To build the Pleurobot they used advanced cineradiography to accurately map the biological design of real salamanders; recording three-dimensional X-rays of the creatures walking on ground, under water, and swimming. By tracking up to 64 points on the animal’s skeleton, they were able to work out which joints were active and passive at any given time in order to reproduce its movements in 3D computer models. This was then recreated in robotic form, with the robotic joints responding the same way that the joints and muscles of a real salamander do.
The engineers call Pleurobot one of the most accurate robotic animals ever. According to Ijspeert, “we could really record all these bone motions; extract that information on a computer to have all the data of the bone motion. And then make probably the robot that’s the closet to an animal ever, I would say. It’s really kind of unique to be able to replay as closely the walking data and the swimming data and other types of behavior.”
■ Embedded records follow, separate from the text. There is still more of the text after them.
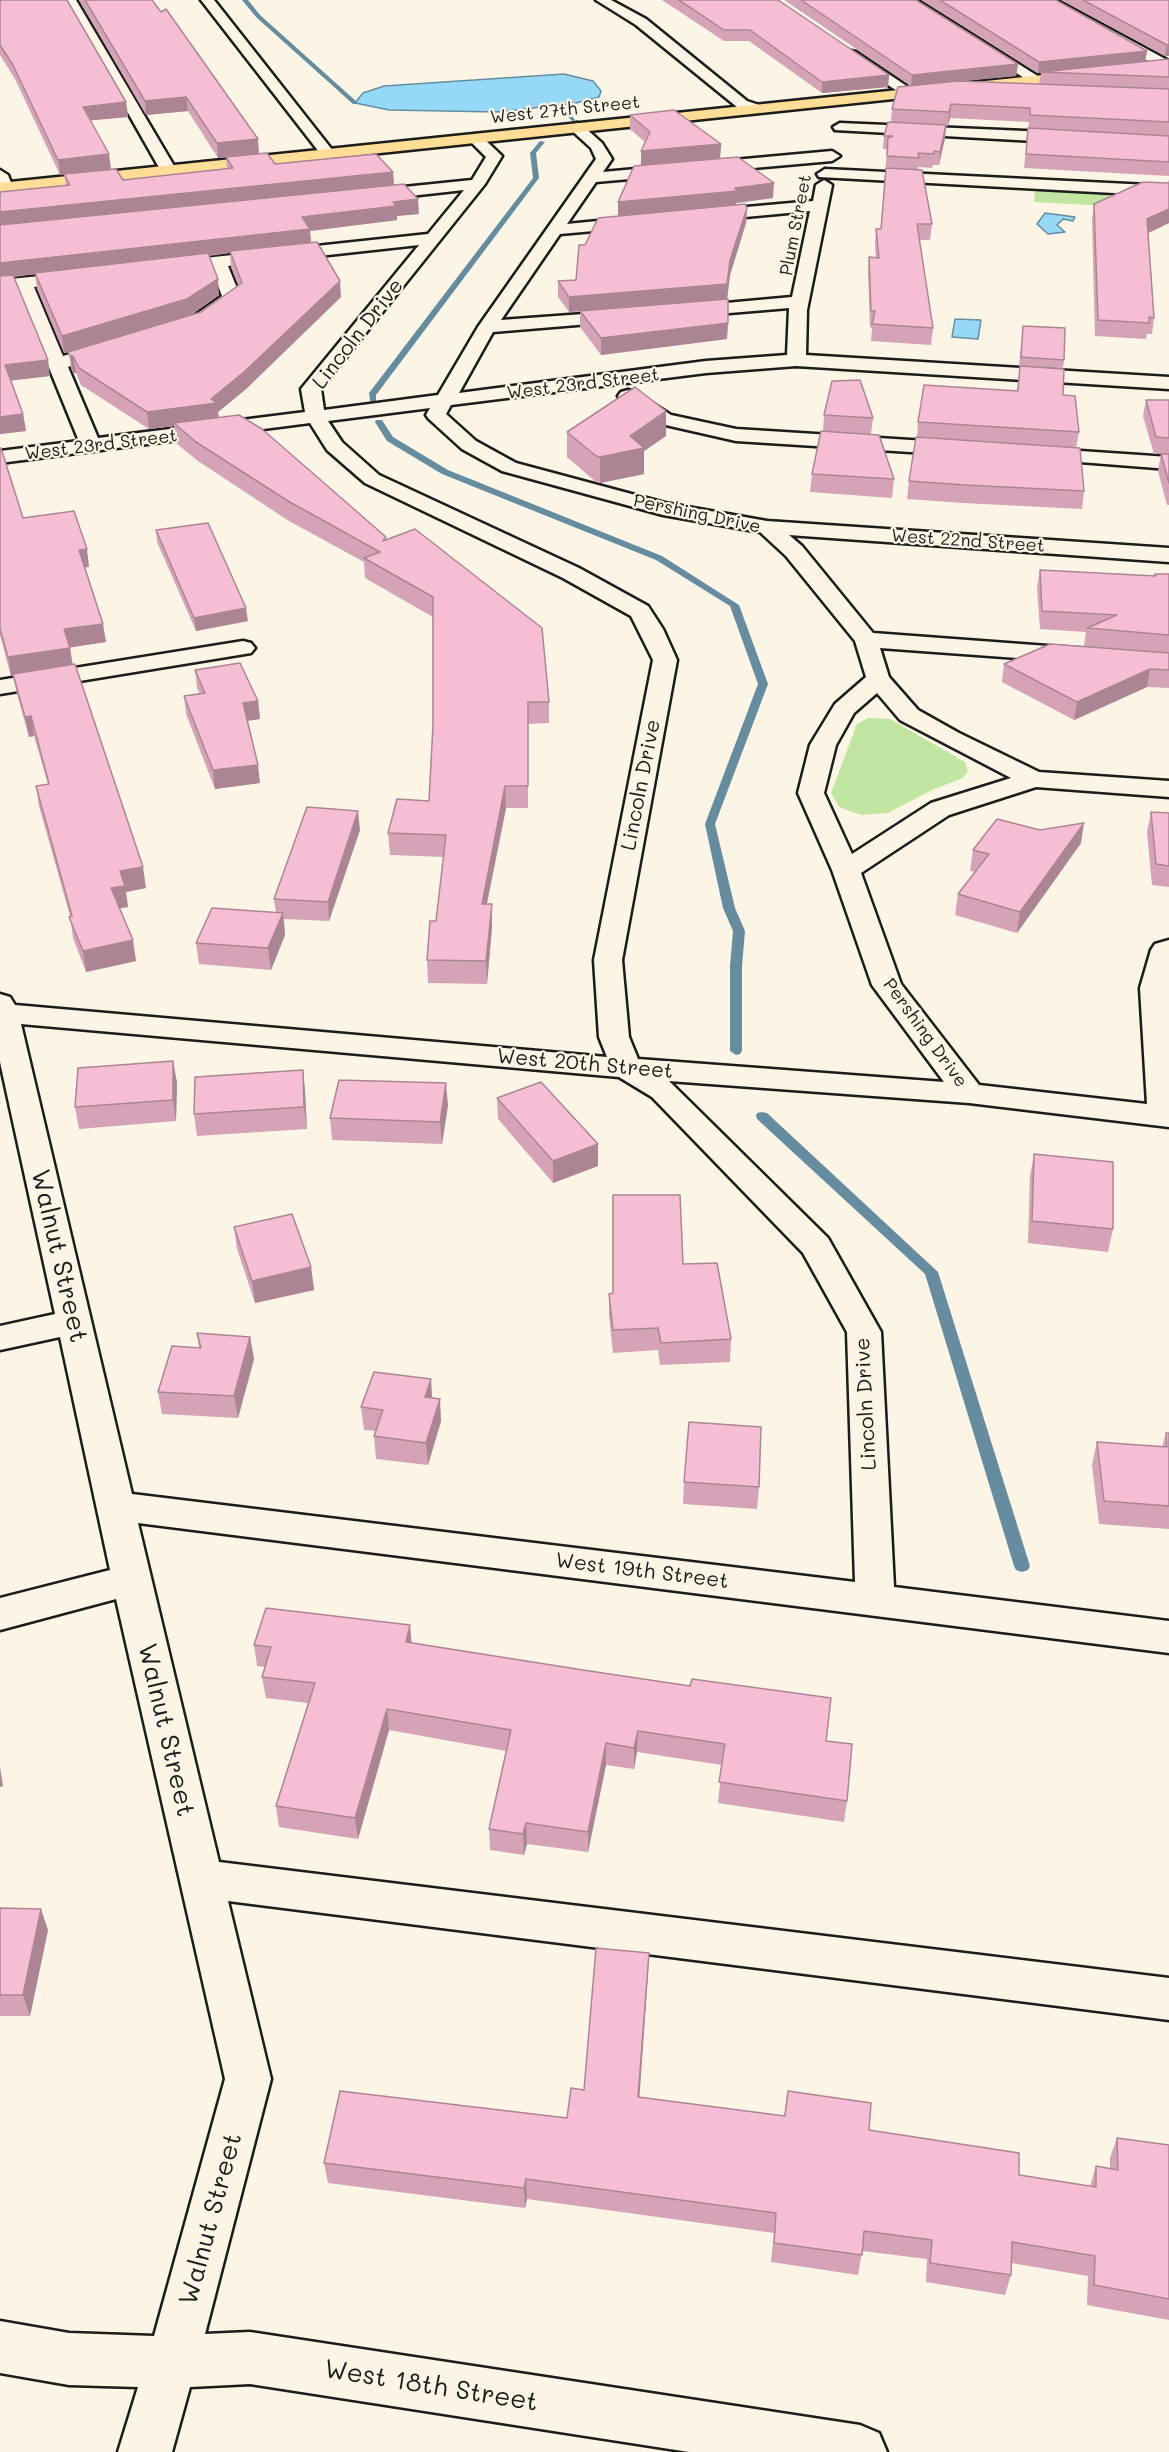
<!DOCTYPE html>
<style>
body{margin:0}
canvas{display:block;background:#fcf5e5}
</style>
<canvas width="1169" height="2452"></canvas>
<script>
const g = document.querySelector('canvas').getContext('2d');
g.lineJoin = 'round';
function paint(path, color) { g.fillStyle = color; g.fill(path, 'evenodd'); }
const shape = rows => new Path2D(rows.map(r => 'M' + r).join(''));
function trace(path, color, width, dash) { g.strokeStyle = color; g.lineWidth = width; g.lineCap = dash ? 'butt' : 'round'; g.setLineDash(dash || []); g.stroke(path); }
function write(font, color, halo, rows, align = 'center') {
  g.font = font + ' Mali,sans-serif'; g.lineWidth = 4.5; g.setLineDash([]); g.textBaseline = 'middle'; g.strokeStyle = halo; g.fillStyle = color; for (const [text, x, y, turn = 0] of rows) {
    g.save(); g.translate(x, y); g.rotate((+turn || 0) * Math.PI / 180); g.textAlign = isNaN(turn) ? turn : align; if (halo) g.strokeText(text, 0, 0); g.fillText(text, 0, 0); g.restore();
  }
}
const green = shape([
 [1035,190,1110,194,1109,206,1034,202],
 [868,718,890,719,965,762,968,771,963,778,932,790,888,813,861,815,839,807,831,793,857,724]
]);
const water = shape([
 [564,74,593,81,601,91,599,97,576,103,499,112,389,110,355,103,363,93,384,86,564,74],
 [1045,213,1075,217,1073,221,1063,219,1057,225,1065,232,1048,234,1037,224,1045,213],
 [955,319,981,320,978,339,952,337,955,319]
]);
const stream = shape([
 [242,0,248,0,260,15,357,102,357,104,353,104,256,17,242,0],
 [557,104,561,104,576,121,572,121,557,104],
 [540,141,545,142,536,153,539,178,376,395,376,401,370,401,369,393,533,178,530,153,540,141],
 [376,420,382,420,393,437,448,470,662,556,739,605,768,684,715,824,735,908,745,931,742,966,742,1051,740,1054,736,1055,730,1051,730,966,733,931,723,908,705,824,758,684,730,606,656,560,442,474,387,441,375,422,376,420],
 [762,1112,767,1113,938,1272,1030,1566,1028,1570,1022,1572,1016,1570,1014,1566,925,1274,757,1119,756,1116,757,1113,762,1112]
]);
const minor = shape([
 [64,0,76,0,177,171,175,174,169,176,161,171,64,0],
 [201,0,214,0,333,151,336,154,333,157,323,157,201,0],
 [596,0,611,0,646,19,747,101,762,106,764,109,757,113,737,107,636,25,596,0],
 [902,0,917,0,1044,80,1042,83,1032,83,902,0],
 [1040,0,1056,0,1169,61,1169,70,1162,69,1040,0],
 [851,51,856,52,917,93,915,96,905,96,846,58,844,55,851,51],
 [577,123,582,125,602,143,612,159,603,172,832,151,840,156,832,161,596,182,567,224,639,217,647,222,639,227,560,234,501,320,625,311,631,312,634,316,631,320,625,321,493,332,459,393,706,361,787,355,789,308,682,317,676,316,673,312,676,308,682,307,792,297,810,211,702,221,694,216,702,211,813,201,816,185,824,180,832,185,807,310,806,355,1169,377,1169,389,796,366,706,373,451,405,446,414,476,441,516,463,665,503,767,521,1169,548,1169,562,789,535,802,546,873,633,1169,655,1169,669,880,648,889,677,918,710,959,733,1039,772,1169,781,1169,797,1036,787,949,815,861,873,901,984,979,1085,1147,1104,1140,988,1151,950,1155,944,1169,940,1169,1127,969,1103,669,1081,828,1238,881,1332,894,1587,1169,1621,1169,1653,138,1523,219,1862,1169,1978,1169,2020,228,1901,271,2079,205,2334,250,2332,860,2425,879,2433,887,2452,689,2452,250,2384,190,2387,172,2452,118,2452,138,2387,69,2385,0,2373,0,2321,69,2333,154,2336,225,2079,116,1599,0,1630,0,1598,110,1570,60,1337,0,1350,0,1326,55,1314,0,1062,0,994,10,997,15,1005,607,1057,599,1037,594,960,653,660,631,616,563,578,365,483,327,450,310,423,0,463,0,451,79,441,17,289,0,290,0,280,80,272,86,273,89,277,86,281,80,282,34,287,63,356,113,341,120,343,122,347,120,351,68,367,98,438,305,412,301,389,419,245,228,266,241,298,207,323,201,324,195,323,192,319,195,315,222,296,211,267,167,272,161,271,158,267,161,263,167,262,428,234,464,190,365,201,357,196,365,191,472,180,486,157,468,139,476,134,481,136,502,156,485,184,321,389,324,410,438,395,478,327,596,159,591,148,569,128,577,123],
 [430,408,426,415,429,419,462,449,502,471,663,515,760,532,786,556,855,641,866,677,835,704,810,745,798,793,832,870,872,985,944,1082,638,1059,629,1037,622,960,677,660,663,629,648,606,579,568,379,475,342,442,328,421,430,408],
 [877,693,900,720,1011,778,931,803,852,854,824,793,836,745,854,713,877,693],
 [21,1024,619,1077,652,1097,803,1253,847,1332,855,1582,132,1494,21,1024],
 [840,123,1071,133,1079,138,1071,143,835,130,833,127,840,123],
 [825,169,1169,186,1169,196,819,177,817,174,825,169],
 [0,170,8,175,13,188,11,191,0,192,0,170],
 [628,390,635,392,671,415,736,429,958,443,965,445,968,449,965,453,958,455,736,441,657,423,621,400,618,396,621,392,628,390],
 [1036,448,1169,457,1169,469,1029,458,1026,454,1029,450,1036,448],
 [243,641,251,643,255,648,251,653,0,694,0,680,243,641]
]);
const major = shape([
 [1169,62,1169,70,0,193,0,183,1169,62]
]);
const wall = shape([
 [0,0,126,102,128,117,90,120,111,169,123,180,227,169,226,157,218,158,188,111,146,115,79,0,152,0,259,154,275,164,393,172,394,185,419,214,397,216,397,220,310,231,311,243,341,297,246,389,218,412,219,418,386,540,549,702,549,723,528,724,528,808,506,808,487,904,492,927,487,984,428,983,427,960,436,921,444,857,390,855,388,833,429,801,433,725,433,617,365,578,364,562,289,521,198,461,176,443,174,426,149,429,81,385,76,373,73,373,71,368,69,352,64,353,37,289,35,274,14,277,50,376,11,380,23,414,26,431,0,434,0,192,66,185,64,174,60,175,15,79,0,55],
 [230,253,231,267,238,285,201,312,191,315,219,295,209,256],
 [662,0,778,0,889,75,888,87,822,93,749,41,724,41],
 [784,0,916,0,1018,64,1016,76,962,81,1039,84,1041,73,1038,73,921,0,1056,0,1147,51,1145,62,1169,59,1169,176,1024,168,1029,122,950,118,948,126,946,126,945,138,939,165,933,165,932,168,918,167,918,169,932,224,930,240,919,240,933,328,931,345,871,341,872,328,870,327,868,273,869,257,876,258,875,245,876,229,881,229,887,149,883,149,884,136,891,122,892,109,911,86],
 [1061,0,1169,0,1169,56,1165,56],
 [630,115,721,144,720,158,773,198,736,203,736,205,747,208,746,223,730,275,727,299,728,323,727,339,601,355,580,327,580,311,569,312,558,297,558,281,576,280,585,245,618,216,618,202,641,165,641,151,645,142,630,129],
 [1169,179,1169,223,1148,233,1154,318,1152,334,1147,334,1146,339,1095,336,1092,219,1094,204,1168,183],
 [1023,326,1064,360,1063,368,1019,366],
 [1020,366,1063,395,1079,432,1076,448,1084,491,1082,509,963,503,907,499,909,481,917,438,918,422,1017,391],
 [1146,400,1169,400,1169,505,1167,505,1158,471,1161,454,1154,454,1143,416],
 [824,415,873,418,871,434,894,479,892,498,810,492,812,474,823,431],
 [567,432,666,436,644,451,644,474,600,483,596,482,567,457],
 [0,448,23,518,89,567,85,567,106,642,70,647,72,664,146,888,126,892,128,907,120,908,136,961,86,972,73,938,70,916,39,806,36,786,48,784,34,736,29,737,17,694,13,676,11,676,0,635],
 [156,530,248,621,196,631,157,542],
 [1040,570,1155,576,1155,574,1169,574,1169,653,1084,646,1086,632,1040,629,1037,587],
 [1169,653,1169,688,1147,687,1074,720,1002,682,1004,664],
 [195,670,258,701,260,719,247,721,260,783,215,789,186,714,184,696,200,694,197,688],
 [1151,812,1169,813,1169,887,1152,885,1147,832],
 [360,830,329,921,284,919,285,935,271,970,199,964,196,943,276,913,274,899],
 [1081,843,1017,933,955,915,958,894,975,872,970,871,973,850],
 [173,1061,177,1083,176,1121,79,1129,75,1107],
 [303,1070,305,1092,307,1129,197,1136,194,1114],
 [497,1098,598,1144,598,1166,553,1183,498,1119],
 [448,1105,442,1144,332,1140,330,1118],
 [1034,1154,1113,1229,1108,1252,1028,1243,1030,1176],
 [234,1227,311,1267,314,1290,255,1303,237,1249],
 [683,1264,731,1339,730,1362,660,1365,658,1350,613,1353,609,1316,609,1294,612,1293],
 [197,1333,250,1337,254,1359,238,1418,162,1414,158,1392,199,1348],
 [431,1379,432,1397,441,1421,428,1465,376,1459,374,1436,376,1431,364,1430,361,1407],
 [1166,1433,1169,1433,1169,1529,1099,1524,1092,1465,1097,1442,1162,1447],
 [684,1482,759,1487,757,1509,683,1504],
 [410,1625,411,1643,826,1741,847,1801,844,1822,718,1803,722,1765,637,1752,634,1769,606,1765,588,1852,527,1844,524,1855,490,1850,489,1829,506,1751,389,1730,358,1839,279,1827,276,1806,308,1703,266,1698,262,1677,265,1667,257,1666,254,1645],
 [0,1908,48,1930,30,2016,0,2016],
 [649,1953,639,2097,784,2116,788,2091,869,2130,1019,2175,1090,2186,1096,2166,1110,2169,1110,2158,1117,2138,1169,2145,1169,2320,1087,2305,1088,2276,1011,2263,1011,2275,1005,2295,926,2282,927,2259,862,2251,858,2275,771,2262,774,2233,527,2199,525,2208,328,2183,324,2163,567,2118,584,2090]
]);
const shadedWall = shape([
 [1167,45,1169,45,1169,56,1165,56],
 [1147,51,1145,62,1038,73,1039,62],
 [1018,64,1016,76,911,86,912,75],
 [889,75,888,87,822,93,822,82],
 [186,97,188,111,146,115,145,101],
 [126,102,128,117,85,121,83,107],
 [951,104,950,118,948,126,949,112],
 [946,125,945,138,939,165,940,152],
 [258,139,259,154,218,158,217,143],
 [721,144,720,159,641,166,641,151],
 [109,154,111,169,60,175,58,160],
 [393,172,394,186,0,227,0,212],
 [774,183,773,198,736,203,736,206,618,217,618,202],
 [418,199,419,214,397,216,397,220,310,231,311,244,0,278,0,263,302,217,393,202],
 [747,208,746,223,730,275,727,300,569,312,569,297,730,260],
 [1169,209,1169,223,1144,235,1147,219],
 [218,279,219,295,189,316,64,353,62,336],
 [340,281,341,297,246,389,218,412,219,421,174,423,174,426,149,429,147,412,211,399],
 [728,323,727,339,601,355,601,338],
 [70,356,73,356,76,373,73,373],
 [48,360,50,376,8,381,5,365],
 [666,411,666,436,644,451,644,474,600,483,600,457],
 [23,414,26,431,0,434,0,417],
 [87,549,89,567,82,568,79,550],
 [246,608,248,621,196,631,194,618],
 [103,624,106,642,67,648,64,629],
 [70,648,73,666,11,676,8,657],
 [1150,669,1147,687,1074,720,1077,702],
 [258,701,260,719,245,721,243,703],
 [31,716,34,736,29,737,25,717],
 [258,765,260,783,215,789,213,770],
 [505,786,506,808,482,927,482,904],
 [358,811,360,830,329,921,328,902],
 [1084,823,1081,843,1017,933,1020,912],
 [143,867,146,888,126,892,128,907,115,909,111,888,120,871],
 [492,904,492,927,487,984,486,961],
 [283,913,285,935,271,970,268,948],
 [133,940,136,961,86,972,83,951],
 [173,1061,177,1083,176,1121,173,1100],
 [303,1070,305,1092,307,1129,304,1107],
 [446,1083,448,1105,442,1144,440,1122],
 [598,1144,598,1166,553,1183,553,1161],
 [311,1267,314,1290,255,1303,252,1281],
 [250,1337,254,1359,238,1418,234,1396],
 [431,1379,432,1402,425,1397],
 [440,1399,441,1421,428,1465,426,1443],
 [410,1625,412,1647,406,1642],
 [387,1709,389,1730,358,1839,355,1818],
 [638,1731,637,1752,634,1769,634,1748],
 [606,1743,606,1765,588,1852,588,1832],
 [0,1767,3,1786,0,1787],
 [526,1823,527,1844,524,1855,523,1834],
 [41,1909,48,1930,30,2016,23,1995],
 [649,1953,648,1974,638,2118,638,2097],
 [526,2179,527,2199,525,2208,524,2188]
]);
const building = shape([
 [0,0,67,0,126,102,83,107,109,154,58,160,13,65,0,45,0,0],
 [85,0,152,0,161,12,166,9,258,139,217,143,186,97,145,101,85,0],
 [679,0,778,0,889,75,822,82,750,30,724,30,679,0],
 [801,0,916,0,1018,64,912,75,801,0],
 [940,0,1056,0,1147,51,1039,62,940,0],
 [1083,0,1169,0,1169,45,1167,45,1083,0],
 [1169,59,1169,77,1041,72,1169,59],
 [958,81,1169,89,1169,122,1030,115,1030,108,951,104,949,112,892,109,898,87,958,81],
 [674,110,721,144,641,151,650,132,630,115,674,110],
 [888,122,946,125,940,152,934,151,934,154,918,153,919,158,887,156,888,138,893,136,884,136,888,122],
 [1028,128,1169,136,1169,162,1026,154,1028,128],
 [267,153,275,164,376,154,393,172,0,212,0,192,70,185,64,174,116,169,123,180,233,168,226,157,267,153],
 [738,157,774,183,735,188,737,191,618,202,634,166,738,157],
 [886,168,922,170,932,224,917,224,933,328,872,324,875,311,871,311,869,257,879,258,876,229,881,229,886,168],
 [1143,182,1169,183,1169,209,1147,219,1154,318,1149,317,1149,323,1098,320,1094,204,1143,182],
 [404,184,418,199,393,202,396,206,302,217,310,229,0,263,0,225,404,184],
 [745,204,747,208,730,260,727,284,569,297,558,281,576,280,579,245,585,245,598,218,745,204],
 [317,242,340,281,244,372,211,399,217,403,147,412,79,368,73,356,70,356,68,352,201,312,242,283,230,251,317,242],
 [208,253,218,279,187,299,62,336,35,273,208,253],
 [13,275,48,360,5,365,23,414,0,417,0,276,13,275],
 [728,299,728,323,601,338,580,311,728,299],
 [1023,326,1065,328,1064,360,1021,357,1023,326],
 [1020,366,1064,369,1063,395,1075,396,1079,432,918,422,924,385,1018,391,1020,366],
 [860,380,873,418,824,415,832,381,860,380],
 [635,387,666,411,630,436,644,448,600,457,596,456,567,432,635,387],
 [1146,400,1169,400,1169,438,1156,437,1146,400],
 [239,415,262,429,386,537,383,541,415,529,542,628,549,702,528,702,528,786,505,786,482,904,492,904,486,961,427,960,430,921,436,921,446,835,388,833,397,799,429,801,433,725,433,597,364,558,380,552,288,501,196,442,174,423,239,415],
 [821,431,879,435,894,479,812,474,821,431],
 [916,437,1080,448,1084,491,965,485,909,481,916,437],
 [0,448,1,448,23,518,74,511,87,549,79,550,103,624,64,629,70,648,8,657,0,629,0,448],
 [1161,454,1169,454,1169,483,1161,454],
 [208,523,246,608,194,618,156,530,208,523],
 [1040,570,1156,576,1155,574,1169,574,1169,635,1087,628,1117,615,1042,611,1040,570],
 [1050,644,1169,653,1169,670,1150,669,1077,702,1004,664,1050,644],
 [240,663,258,701,243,703,258,765,213,770,184,696,205,693,195,670,240,663],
 [75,664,143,867,120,871,125,886,111,888,133,940,83,951,69,917,72,916,36,786,49,784,31,716,25,717,13,674,75,664],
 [307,807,358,811,328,902,274,899,307,807],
 [1151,812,1169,813,1169,866,1156,864,1151,812],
 [997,819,1040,830,1084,823,1020,912,958,894,989,854,973,850,997,819],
 [212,908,283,913,268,948,196,943,212,908],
 [173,1061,173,1100,75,1107,78,1068,173,1061],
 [303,1070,304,1107,194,1114,195,1077,303,1070],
 [339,1080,446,1083,440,1122,330,1118,339,1080],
 [541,1082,598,1144,553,1161,497,1098,541,1082],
 [1034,1154,1113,1162,1113,1229,1032,1221,1034,1154],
 [613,1195,680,1195,683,1264,717,1263,731,1339,661,1343,658,1328,613,1330,609,1294,613,1293,613,1195],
 [292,1214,311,1267,252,1281,234,1227,292,1214],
 [197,1333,250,1337,234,1396,158,1392,172,1346,201,1348,197,1333],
 [374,1372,431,1379,425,1397,440,1399,426,1443,374,1436,383,1410,361,1407,374,1372],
 [689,1422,761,1427,759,1487,684,1482,689,1422],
 [1166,1433,1169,1433,1169,1506,1104,1501,1097,1442,1167,1447,1166,1433],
 [266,1608,410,1625,406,1642,583,1670,690,1686,692,1679,831,1698,826,1741,852,1744,847,1801,719,1782,725,1744,638,1731,634,1748,606,1743,588,1832,526,1823,523,1834,489,1829,511,1730,387,1709,355,1818,276,1806,315,1683,262,1677,271,1647,254,1645,266,1608],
 [0,1908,41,1909,23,1995,0,1995,0,1908],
 [596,1948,649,1953,638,2097,785,2116,788,2091,871,2103,869,2130,1019,2153,1019,2175,1096,2187,1096,2166,1118,2170,1117,2138,1169,2145,1169,2299,1094,2285,1095,2256,1012,2242,1011,2275,930,2263,932,2240,864,2231,862,2255,774,2243,776,2213,526,2179,524,2188,324,2163,340,2091,567,2118,571,2088,584,2090,596,1948]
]);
const farStreetnames = [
 ["West 27th Street",565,110,-6],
 ["Plum Street",796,225,-79],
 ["West 23rd Street",583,384,-7],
 ["West 23rd Street",101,445,-7],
 ["Pershing Drive",697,514,12],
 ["West 22nd Street",968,541,4],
 ["Pershing Drive",925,1033,54]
];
const streetNames = [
 ["Lincoln Drive",358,334,-52],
 ["Lincoln Drive",641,785,-79],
 ["West 20th Street",585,1064,5],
 ["Lincoln Drive",866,1404,-93],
 ["West 19th Street",642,1571,7]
];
const nearStreetnames = [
 ["Walnut Street",59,1256,77],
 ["Walnut Street",166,1730,77],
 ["Walnut Street",211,2219,-75],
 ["West 18th Street",431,2386,9]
];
paint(green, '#c0e6a1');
paint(water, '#95d9f7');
trace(water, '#658d9f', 1.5);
paint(stream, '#658d9f');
trace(minor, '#1c1c1c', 5);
trace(major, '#1c1c1c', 5);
paint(minor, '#fcf5e5');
paint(major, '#fedd96');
paint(wall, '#d4a3b7');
paint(shadedWall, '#ac8595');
paint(building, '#f6bed5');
trace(building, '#ac8595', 1.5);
write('18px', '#1c1c1c', '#fcf5e5', farStreetnames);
write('21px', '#1c1c1c', '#fcf5e5', streetNames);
write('26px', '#1c1c1c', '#fcf5e5', nearStreetnames);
</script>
Pleurobot’s design, which has 27 degrees of freedom, also lets scientists test more advanced mathematical models of the locomotor nervous system toward richer motor skills. Ijspeert said their main goal was gaining a better understanding of the complex workings of the human spinal cord. “By decoding this primitive animal what we hope is to also contribute to the understanding of how mammals, including humans, walk. And therefore understanding input and output relationships of the spinal cord,” he said.
The researchers hope it will give neuroscientists an accurate model to test theories, including identifying how control signals are received by the spinal cord. This, they hope, could help with the development of therapies to stimulate the spinal cord of paraplegic patients.
“This type of research is very important to be the guidance research to see how you could stimulate the spinal cord, re-induce locomotion in possibly paraplegic patients in the long run. So this fundamental understanding of spinal cord functioning is very important from a medical point of view.”
Pleurobot’s unique design, including its low center of mass and segmented legs, means it could also have applications as a search and rescue robot because of its ability to navigate rough terrain without losing balance. Ijspeert’s team are now working on a smaller model based on the Pleurobot that could fit into small spaces and relay information to search and rescue teams. Like its big brother, Ijspeert says the miniature model will also be able to operate on both land and in water.
“We’re now making an amphibious robot that will have the same swimming and walking properties, but will be a bit more sturdy,” said Ijspeert. “Here clearly there’s a big interest of having a robot that can crawl, go through small spaces, can swim a bit. And if you have a collapsed building; you think there are survivors, you will not send a dog because maybe the building is too dangerous. It may be very interesting to have an amphibious robot that you remote control; see if there are survivors and decide then if it’s worth sending a team or not.”
Pleurobot was recently presented at the 5th Annual Bay Area Science Festival in San Francisco.